EXERCISE OBJECTIVE>
Where a line in the entries below contains the word "lists", it counts; give the total by itself.

Stored data
◇ ◇ ◇
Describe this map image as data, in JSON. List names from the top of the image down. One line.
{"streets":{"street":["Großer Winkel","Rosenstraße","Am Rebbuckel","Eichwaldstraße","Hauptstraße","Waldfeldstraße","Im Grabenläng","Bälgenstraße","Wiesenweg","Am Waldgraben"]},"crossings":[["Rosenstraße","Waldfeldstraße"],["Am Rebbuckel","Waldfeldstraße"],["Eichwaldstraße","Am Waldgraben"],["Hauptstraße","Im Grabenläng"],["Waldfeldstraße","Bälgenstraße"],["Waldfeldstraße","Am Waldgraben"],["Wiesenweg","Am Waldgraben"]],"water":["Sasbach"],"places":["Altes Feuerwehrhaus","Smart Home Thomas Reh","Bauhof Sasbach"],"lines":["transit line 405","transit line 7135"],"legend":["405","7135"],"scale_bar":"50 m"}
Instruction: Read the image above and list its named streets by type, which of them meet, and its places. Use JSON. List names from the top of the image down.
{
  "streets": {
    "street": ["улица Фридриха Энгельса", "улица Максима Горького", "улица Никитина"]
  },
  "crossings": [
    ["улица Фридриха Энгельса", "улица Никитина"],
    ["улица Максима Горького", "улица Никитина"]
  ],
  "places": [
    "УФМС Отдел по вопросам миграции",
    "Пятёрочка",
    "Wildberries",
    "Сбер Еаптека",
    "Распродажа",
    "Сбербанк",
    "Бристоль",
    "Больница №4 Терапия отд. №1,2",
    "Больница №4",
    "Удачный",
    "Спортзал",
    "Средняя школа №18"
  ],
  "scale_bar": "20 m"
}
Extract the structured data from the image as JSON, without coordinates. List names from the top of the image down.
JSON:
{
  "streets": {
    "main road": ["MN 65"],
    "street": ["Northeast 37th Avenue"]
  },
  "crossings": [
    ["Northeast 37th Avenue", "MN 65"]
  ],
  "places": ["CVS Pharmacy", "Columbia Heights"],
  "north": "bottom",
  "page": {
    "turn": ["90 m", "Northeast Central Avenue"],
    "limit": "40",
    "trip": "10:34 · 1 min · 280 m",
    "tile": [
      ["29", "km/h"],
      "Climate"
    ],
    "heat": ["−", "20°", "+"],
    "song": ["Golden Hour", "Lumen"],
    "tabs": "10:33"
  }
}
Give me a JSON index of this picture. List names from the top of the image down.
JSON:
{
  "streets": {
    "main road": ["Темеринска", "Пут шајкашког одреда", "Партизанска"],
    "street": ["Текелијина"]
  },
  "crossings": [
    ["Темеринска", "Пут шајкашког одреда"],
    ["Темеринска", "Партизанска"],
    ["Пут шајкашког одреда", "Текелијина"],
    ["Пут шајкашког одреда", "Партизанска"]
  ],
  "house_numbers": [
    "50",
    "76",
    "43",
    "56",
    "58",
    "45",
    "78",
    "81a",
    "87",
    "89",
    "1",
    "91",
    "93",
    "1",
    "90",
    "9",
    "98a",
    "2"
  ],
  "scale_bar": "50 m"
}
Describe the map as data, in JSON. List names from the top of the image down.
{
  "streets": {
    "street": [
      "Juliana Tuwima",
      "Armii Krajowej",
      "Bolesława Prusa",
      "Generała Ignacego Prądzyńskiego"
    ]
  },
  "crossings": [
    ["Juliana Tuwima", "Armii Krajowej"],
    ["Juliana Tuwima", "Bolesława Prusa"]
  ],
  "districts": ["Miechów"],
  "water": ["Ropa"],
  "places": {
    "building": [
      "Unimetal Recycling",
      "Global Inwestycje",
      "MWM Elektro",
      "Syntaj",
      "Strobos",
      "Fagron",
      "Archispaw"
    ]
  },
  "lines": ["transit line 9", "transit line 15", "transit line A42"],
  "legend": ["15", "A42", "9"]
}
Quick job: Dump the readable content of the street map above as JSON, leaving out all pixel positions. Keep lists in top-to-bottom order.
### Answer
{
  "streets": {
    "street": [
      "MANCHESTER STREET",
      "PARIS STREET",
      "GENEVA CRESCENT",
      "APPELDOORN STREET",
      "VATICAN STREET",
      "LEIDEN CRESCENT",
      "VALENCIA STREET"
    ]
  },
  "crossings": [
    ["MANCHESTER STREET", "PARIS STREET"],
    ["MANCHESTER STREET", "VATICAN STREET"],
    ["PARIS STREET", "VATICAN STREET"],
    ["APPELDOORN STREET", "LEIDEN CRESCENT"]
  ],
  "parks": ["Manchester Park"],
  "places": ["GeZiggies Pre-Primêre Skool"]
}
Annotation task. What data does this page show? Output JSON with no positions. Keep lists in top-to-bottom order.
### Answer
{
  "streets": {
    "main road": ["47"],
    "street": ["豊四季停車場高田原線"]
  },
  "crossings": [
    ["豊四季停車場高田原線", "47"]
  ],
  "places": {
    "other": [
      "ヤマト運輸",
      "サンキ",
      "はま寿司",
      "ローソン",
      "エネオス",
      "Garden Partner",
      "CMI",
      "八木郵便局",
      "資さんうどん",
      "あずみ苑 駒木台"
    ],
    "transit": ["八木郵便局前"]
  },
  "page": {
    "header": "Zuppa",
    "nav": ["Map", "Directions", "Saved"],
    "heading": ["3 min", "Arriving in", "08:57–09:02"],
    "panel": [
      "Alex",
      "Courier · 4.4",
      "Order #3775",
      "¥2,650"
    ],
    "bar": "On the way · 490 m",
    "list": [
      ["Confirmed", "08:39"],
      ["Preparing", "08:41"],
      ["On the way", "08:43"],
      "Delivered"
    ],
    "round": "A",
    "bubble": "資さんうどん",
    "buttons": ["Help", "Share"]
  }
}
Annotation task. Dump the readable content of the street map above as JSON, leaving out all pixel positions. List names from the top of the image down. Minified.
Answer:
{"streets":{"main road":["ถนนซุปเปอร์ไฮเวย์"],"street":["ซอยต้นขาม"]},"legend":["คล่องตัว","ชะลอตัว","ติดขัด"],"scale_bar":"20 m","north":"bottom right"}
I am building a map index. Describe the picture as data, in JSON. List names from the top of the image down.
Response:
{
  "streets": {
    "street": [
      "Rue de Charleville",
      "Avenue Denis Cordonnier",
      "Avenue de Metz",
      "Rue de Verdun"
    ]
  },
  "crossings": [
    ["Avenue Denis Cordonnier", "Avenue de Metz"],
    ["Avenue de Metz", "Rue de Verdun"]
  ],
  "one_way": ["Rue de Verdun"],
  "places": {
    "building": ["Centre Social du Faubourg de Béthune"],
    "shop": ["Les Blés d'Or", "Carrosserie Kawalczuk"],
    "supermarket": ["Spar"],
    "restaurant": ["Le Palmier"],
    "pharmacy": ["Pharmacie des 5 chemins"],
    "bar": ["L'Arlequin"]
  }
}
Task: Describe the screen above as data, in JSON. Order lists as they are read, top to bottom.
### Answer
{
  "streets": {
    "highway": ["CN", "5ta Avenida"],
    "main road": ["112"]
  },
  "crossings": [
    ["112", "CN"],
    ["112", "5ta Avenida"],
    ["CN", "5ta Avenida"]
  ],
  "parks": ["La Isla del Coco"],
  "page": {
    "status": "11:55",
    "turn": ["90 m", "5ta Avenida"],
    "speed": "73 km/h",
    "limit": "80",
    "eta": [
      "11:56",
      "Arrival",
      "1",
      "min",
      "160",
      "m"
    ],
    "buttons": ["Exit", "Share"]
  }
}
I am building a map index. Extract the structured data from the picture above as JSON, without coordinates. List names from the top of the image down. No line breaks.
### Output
◇ ◇ ◇
SOLUTION BELOW>
3